そんな中、近年は売り物件が少ないため、家を見学するには(持ち家がある人は)自分の家を先に売りに出さないといけないということが判明!モタモタしていたら気に入った物件が他の人に買われてしまうかもしれないとのこと。急いで家じゅうの大掃除をし、気になる部分の改修やペンキ塗りをして、我が家も売りに出すことになりました。

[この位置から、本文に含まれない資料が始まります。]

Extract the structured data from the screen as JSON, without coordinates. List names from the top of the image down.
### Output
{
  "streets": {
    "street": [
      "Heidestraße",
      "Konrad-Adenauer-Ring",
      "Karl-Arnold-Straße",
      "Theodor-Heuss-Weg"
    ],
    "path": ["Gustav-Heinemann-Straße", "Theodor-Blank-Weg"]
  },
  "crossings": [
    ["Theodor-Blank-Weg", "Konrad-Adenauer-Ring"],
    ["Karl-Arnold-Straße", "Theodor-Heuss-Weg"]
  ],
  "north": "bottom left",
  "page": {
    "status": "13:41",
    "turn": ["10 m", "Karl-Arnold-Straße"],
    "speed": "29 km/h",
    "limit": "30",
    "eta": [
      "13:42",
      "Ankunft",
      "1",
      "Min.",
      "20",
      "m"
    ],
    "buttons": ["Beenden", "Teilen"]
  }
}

家を売りに出すと、家の前に「FOR SALE」と書かれた大きな看板が立てられます。
英語でなんて言う?
家の内覧は→house viewing
家を売りに出す→to put a house on the market
家の改修→house renovation
引越しするの?→Are you moving?
看板→(for sale) sign
家の見学で驚いたのが、「誰かが今住んでいる家を見に行く」のがイギリス流ということ。家主さんによってはキャンドルや間接照明で雰囲気を良くする工夫がしてあったり、逆に飲みかけのコップが置き忘れてあったりと、家によってさまざまでした。現在、誰かが住んでいる家なので、他の人の住空間に足を踏み入れた感覚は慣れるまでは変な気持ちでしたが、いろいろなご家庭のインテリアを直接見られるのは、家好きとしては楽しかったです。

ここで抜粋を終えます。